Malgré ce bilan en demi-teinte, les Hauts-de-France n’en parviennent pas moins à tirer leur épingle du jeu vis-à-vis des autres régions. De fait, ils se classent au troisième rang sur la base du nombre de projets d’IDE, derrière l’Ile-de-France (258) et Auvergne-Rhône-Alpes (146), et au deuxième rang en termes d’emplois créés derrière la région francilienne (6 672). Une performance rendue possible par le poids prépondérant de l’industrie. Entre le renforcement des capacités de production de l’usine nordiste de Toyoya (600 CDI d’ici 2026), le déploiement d’une nouvelle unité de production de pommes de terre par le groupe belge Agristo (105 emplois) ou encore l’implantation du belge JGI Hydrometal sur le Grand Port Maritime de Dunkerque (120 emplois à terme), ce secteur concentre près de 2 200 créations de postes, soit environ 20% du total français. Ce chiffre fait également des Hauts-de-France la seule française à s’installer dans le Top 10 européen des principales régionales d’accueil d’IDE industriels en nombre d’emplois créés. De bon augure pour le tissu local. «Les projets industriels sont les plus impactants pour l’économie régionale, dans la mesure où ils se traduisent en règle générale par le développement de toute une chaîne de sous-traitance de PME à proximité», retient Mathieu Jaud de la Jousselinière, associé chez EY, responsable du bureau Nord de France.
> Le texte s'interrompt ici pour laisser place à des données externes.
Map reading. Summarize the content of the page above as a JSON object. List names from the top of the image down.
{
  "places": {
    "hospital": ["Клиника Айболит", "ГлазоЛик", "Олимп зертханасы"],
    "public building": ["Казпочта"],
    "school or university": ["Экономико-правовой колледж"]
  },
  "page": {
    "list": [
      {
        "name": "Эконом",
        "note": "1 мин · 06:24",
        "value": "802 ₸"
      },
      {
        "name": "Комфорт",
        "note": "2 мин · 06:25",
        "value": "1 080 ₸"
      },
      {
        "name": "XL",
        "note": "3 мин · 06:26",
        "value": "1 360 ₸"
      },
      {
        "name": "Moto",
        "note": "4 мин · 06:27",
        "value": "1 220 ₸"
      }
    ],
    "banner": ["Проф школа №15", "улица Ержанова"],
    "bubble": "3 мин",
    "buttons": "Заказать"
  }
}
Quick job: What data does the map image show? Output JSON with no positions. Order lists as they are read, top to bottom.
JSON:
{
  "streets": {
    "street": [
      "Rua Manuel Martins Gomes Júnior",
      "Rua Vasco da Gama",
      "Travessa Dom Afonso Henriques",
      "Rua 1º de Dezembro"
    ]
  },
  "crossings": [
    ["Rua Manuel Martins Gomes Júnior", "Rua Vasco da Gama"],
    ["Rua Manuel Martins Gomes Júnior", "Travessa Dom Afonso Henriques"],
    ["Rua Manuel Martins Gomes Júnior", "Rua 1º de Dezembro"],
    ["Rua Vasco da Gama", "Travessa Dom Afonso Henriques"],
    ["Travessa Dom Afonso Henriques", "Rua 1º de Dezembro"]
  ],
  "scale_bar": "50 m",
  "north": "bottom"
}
Selon l’Insee, un emploi industriel permet en effet de créer 1,5 emploi indirect et 3 emplois induits dans le reste de l’économie.

Parallèlement, d’autres secteurs ont aussi soutenu la dynamique, à l’image du transport et de la logistique (500 nouveaux postes chez Amazon, constitution par le Danois Maersk d’une plateforme de logistique à Denain…), des services aux entreprises et aux professionnels (l’entreprise britannique Octopus Energy a annoncé le recrutement de 300 collaborateurs à Lille et 70 à Amiens pour son centre de formation dédié à l’installation de panneaux solaires…) et de l’énergie (10 projets pour 526 postes, en progression de respectivement 100% et 167% sur un an).

Le Cambrésis en vedette

Bien que les Hauts-de-France soient relativement peu exposés au marché américain, et donc à la guerre commerciale déclenchée par Donald Trump, les difficultés actuellement rencontrées, notamment, par les entreprises industrielles – ArcelorMittal vient d’annoncer prévoir la suppression de 636 postes dans le Nord, Eramet a suspendu son projet de construction d’une usine de recyclage de batteries électriques dans le Dunkerquois… – devraient peser sur le volume de décisions d’investissements étrangers qui seront actées tout au long de 2025. «Pour autant, nous ne sommes pas trop pessimistes», tempère Yannick Cabrol, directeur chez EY, citant par exemple le projet de mega-data center à Cambrais (e-Valley) porté par le fond d’investissement canadien Brookfield, avec un millier de créations d’emplois à la clé.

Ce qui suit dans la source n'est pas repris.